Big Eyes (2014)

Delightful telling of a true story that feels made for the big screen

Big-Eyes-1Watching the story of Margaret and Walter Keane unfold in Big Eyes it’s hard to believe that it all really happened. A team of Hollywood’s best screenwriters may not have been able to come up with a better plot. Margaret, a newly single mom, movies to San Francisco and tries to sell her art – unusual, surrealist portraits of children with abnormally large eyes – without much success. Then she catches the eye of fellow amateur artist Walter, who heaps her with praise and encourages her talent. They get married, and that’s when things start to get messy.
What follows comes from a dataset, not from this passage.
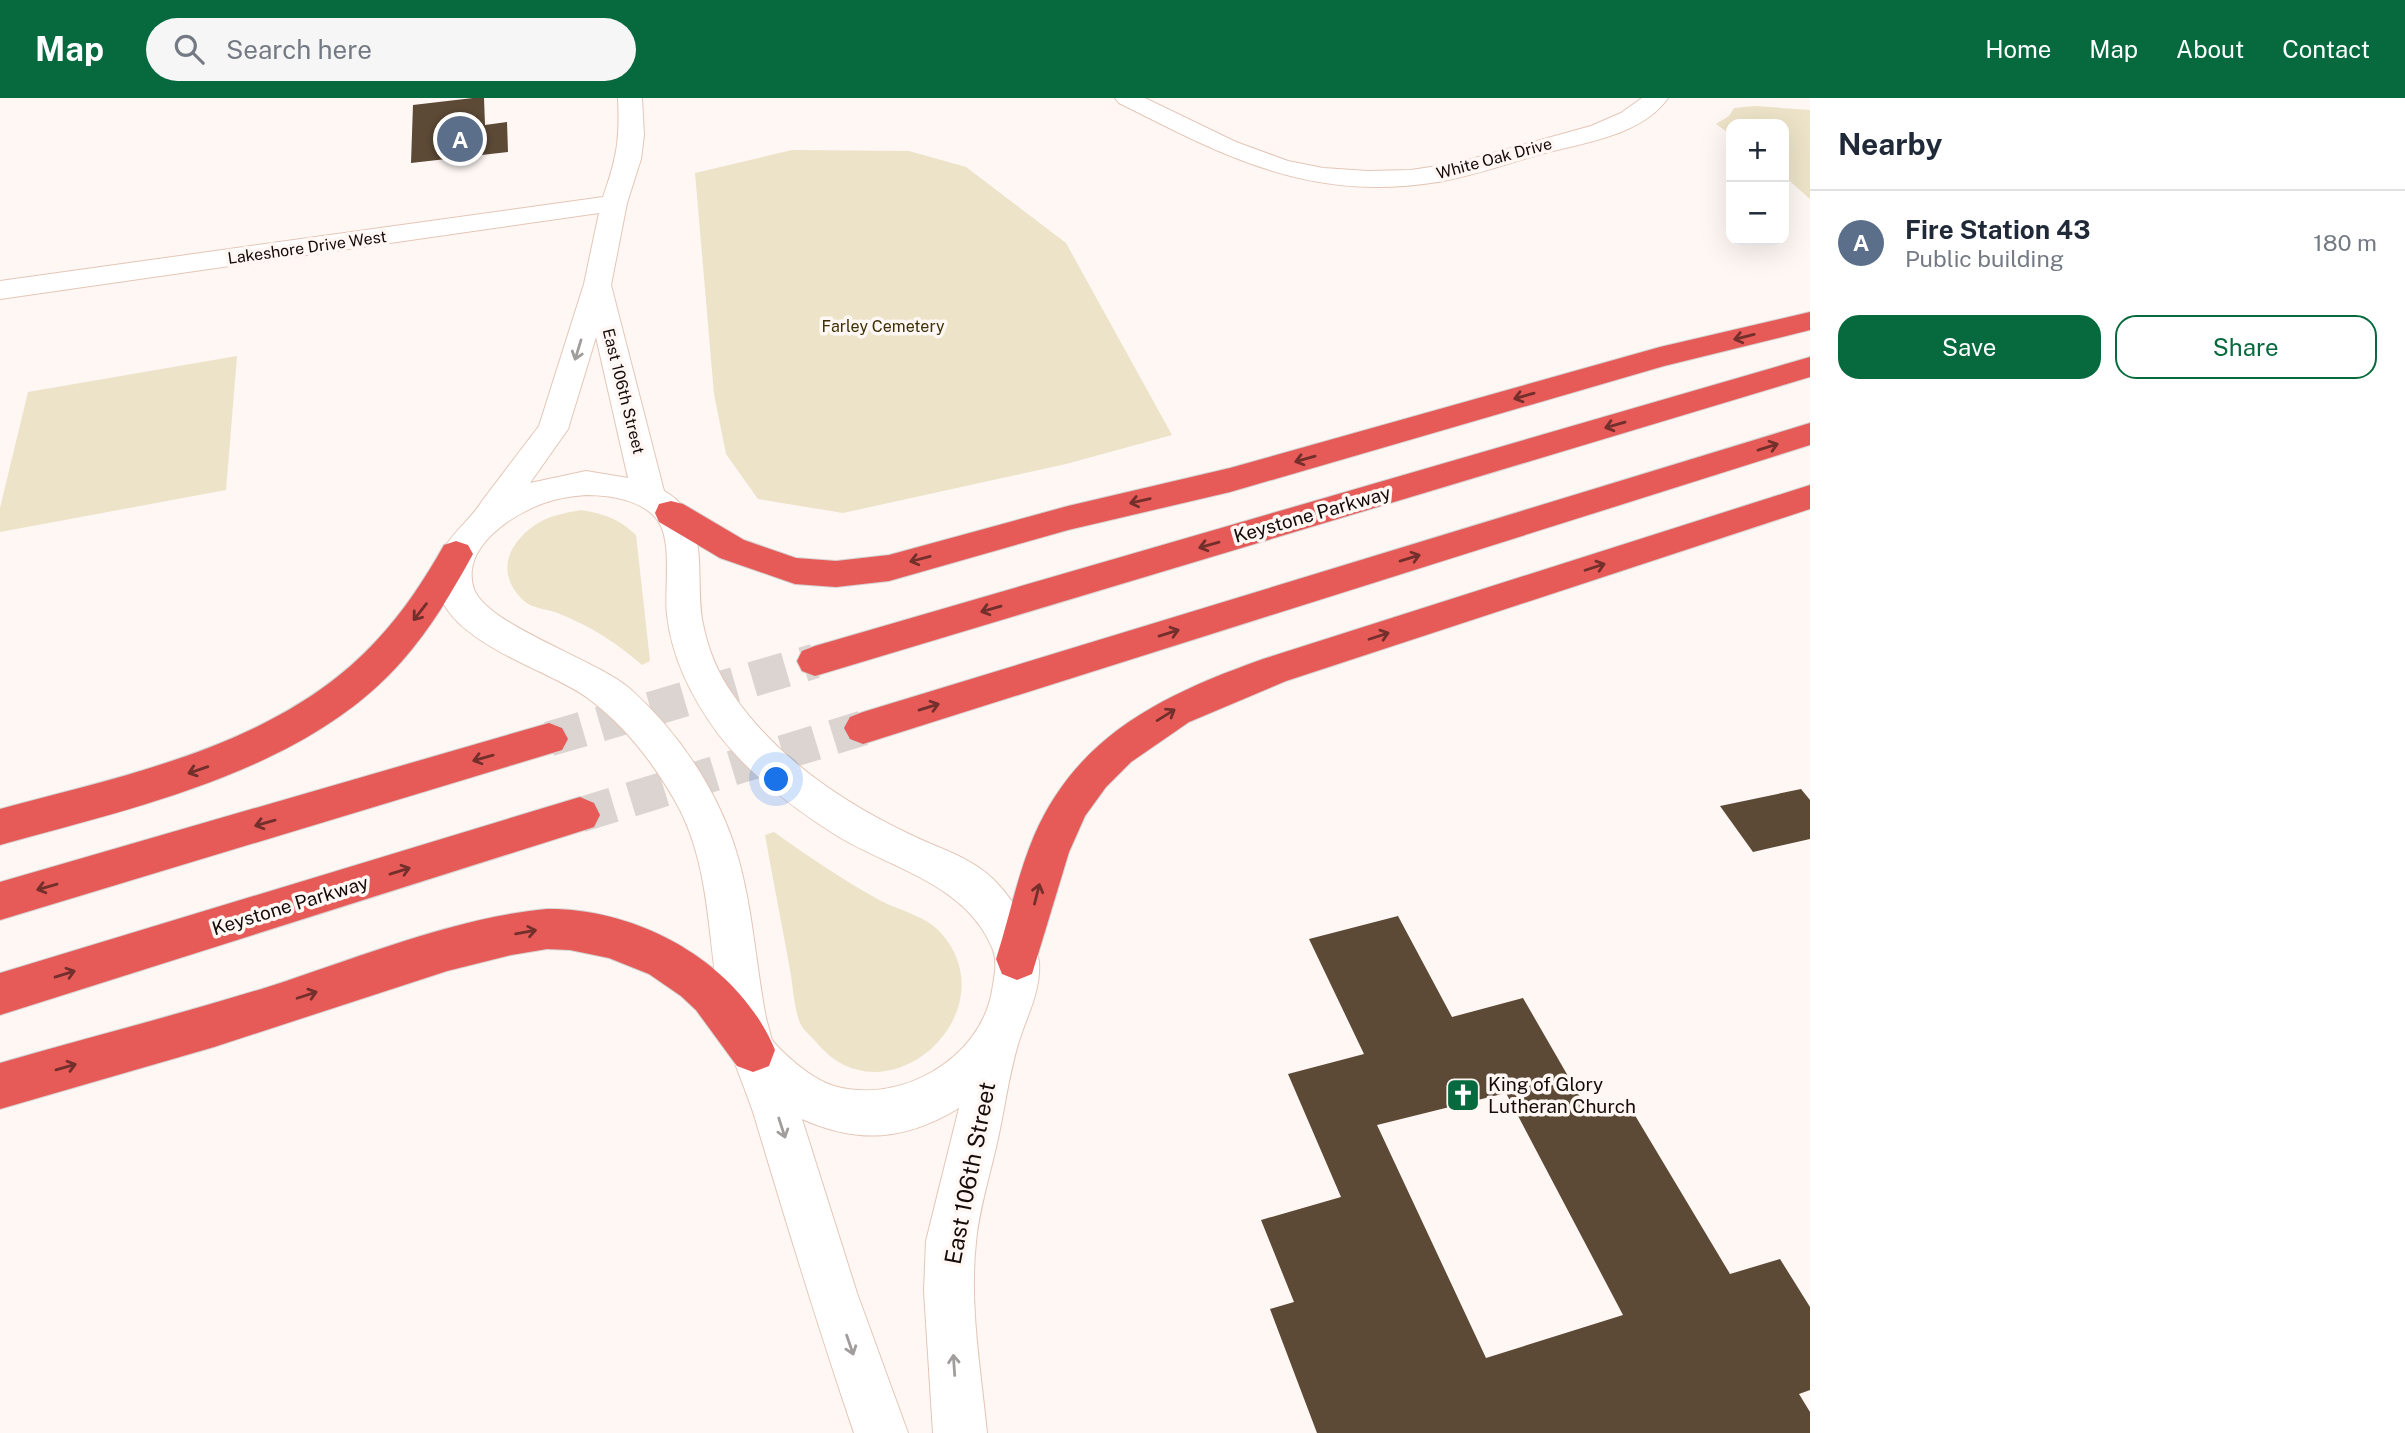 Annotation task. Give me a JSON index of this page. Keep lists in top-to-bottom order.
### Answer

Walter, trying t sell Margaret’s paintings, is assumed to be the artist who painted them – and he doesn’t correct people who make the mistake once the paintings start selling. Thus begins a decade-long deception that sees Walter become the charismatic king of an empire of “Big Eye” art, while Margaret, the real star, cranks out painting after painting in her dim home studio, and no one, not even her daughter, knows the truth. Amy Adams and Christoph Waltz, as Margaret and Walter, are perfectly cast and share the chemistry of impressionable wit and charming yet self-centered husband. Adams never makes Margaret pathetic or dumb. You know she has it in her to get the justice she deserves. And Waltz’s Walter has just the right amount of used car salesman charm to make his at first happy marriage to Margaret believable and his ultimate demise sadly pathetic, not cartoony. The final courtroom scene is appropriately wacky and great fun to watch, directed with flair by Tim Burton. Big Eyes is a fine example of an incredible true story treated with care by a director and cast that know they need only portray the truth to produce a wildly entertaining film.